* [EXTRACTED RECORDS]
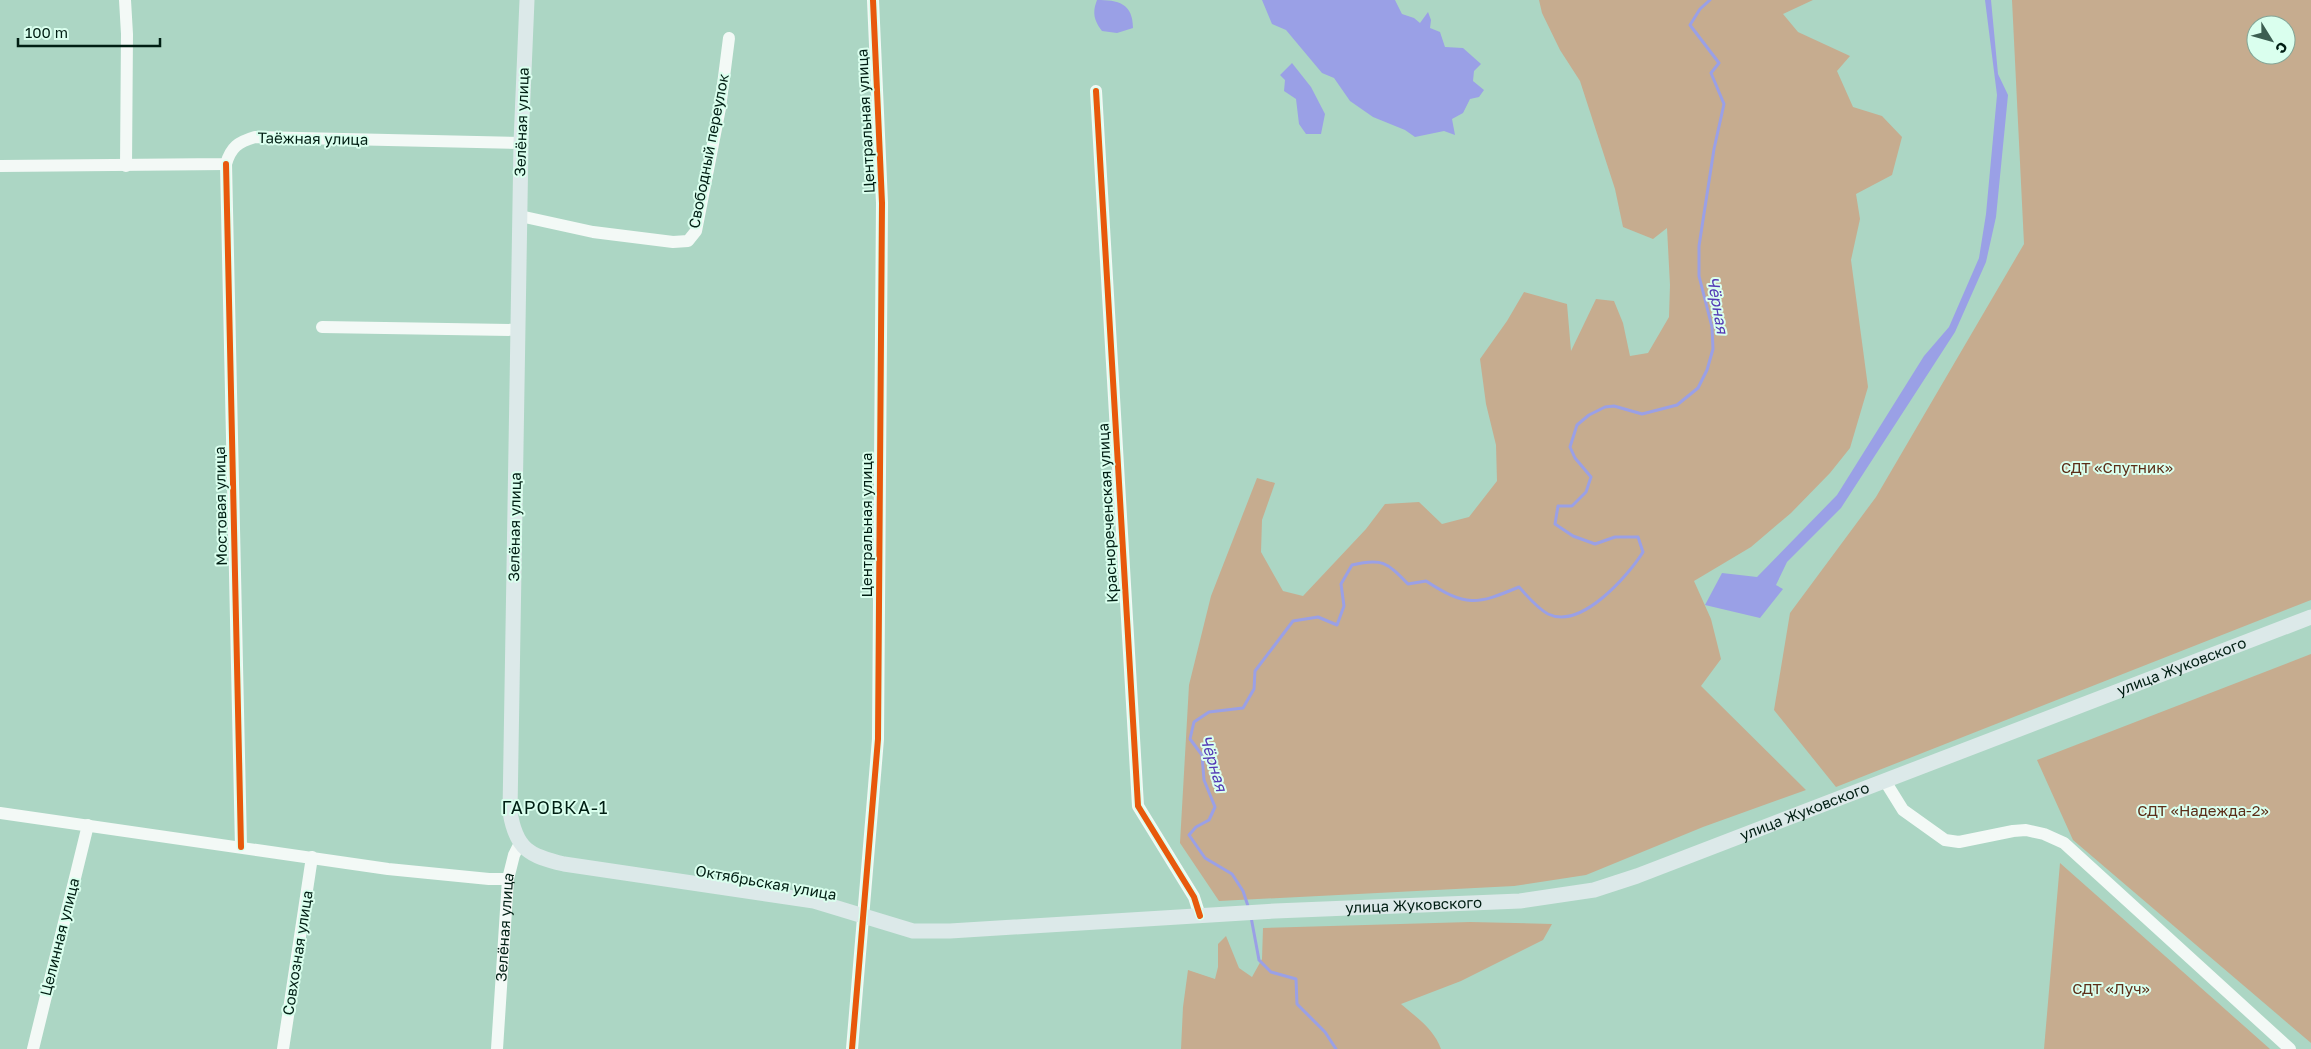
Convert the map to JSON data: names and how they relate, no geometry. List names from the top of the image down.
{
  "streets": {
    "main road": ["Зелёная улица", "улица Жуковского", "Октябрьская улица"],
    "street": [
      "Центральная улица",
      "Таёжная улица",
      "Свободный переулок",
      "Мостовая улица",
      "Краснореченская улица",
      "Целинная улица",
      "Совхозная улица"
    ]
  },
  "crossings": [
    ["Центральная улица", "Октябрьская улица"],
    ["Зелёная улица", "Таёжная улица"],
    ["Зелёная улица", "Свободный переулок"],
    ["Зелёная улица", "Октябрьская улица"],
    ["Таёжная улица", "Мостовая улица"],
    ["Краснореченская улица", "Октябрьская улица"],
    ["улица Жуковского", "Октябрьская улица"]
  ],
  "districts": ["ГАРОВКА-1"],
  "water": ["Чёрная"],
  "parks": ["СДТ «Спутник»", "СДТ «Надежда-2»", "СДТ «Луч»"],
  "scale_bar": "100 m",
  "north": "bottom right"
}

* [YOUR OBJECTIVE] Your job is to transcribe the entries above exactly; skip the pictures.

* [WRITTEN REPLY]
Convert the map to JSON data: names and how they relate, no geometry. List names from the top of the image down.
{
  "streets": {
    "main road": ["Зелёная улица", "улица Жуковского", "Октябрьская улица"],
    "street": [
      "Центральная улица",
      "Таёжная улица",
      "Свободный переулок",
      "Мостовая улица",
      "Краснореченская улица",
      "Целинная улица",
      "Совхозная улица"
    ]
  },
  "crossings": [
    ["Центральная улица", "Октябрьская улица"],
    ["Зелёная улица", "Таёжная улица"],
    ["Зелёная улица", "Свободный переулок"],
    ["Зелёная улица", "Октябрьская улица"],
    ["Таёжная улица", "Мостовая улица"],
    ["Краснореченская улица", "Октябрьская улица"],
    ["улица Жуковского", "Октябрьская улица"]
  ],
  "districts": ["ГАРОВКА-1"],
  "water": ["Чёрная"],
  "parks": ["СДТ «Спутник»", "СДТ «Надежда-2»", "СДТ «Луч»"],
  "scale_bar": "100 m",
  "north": "bottom right"
}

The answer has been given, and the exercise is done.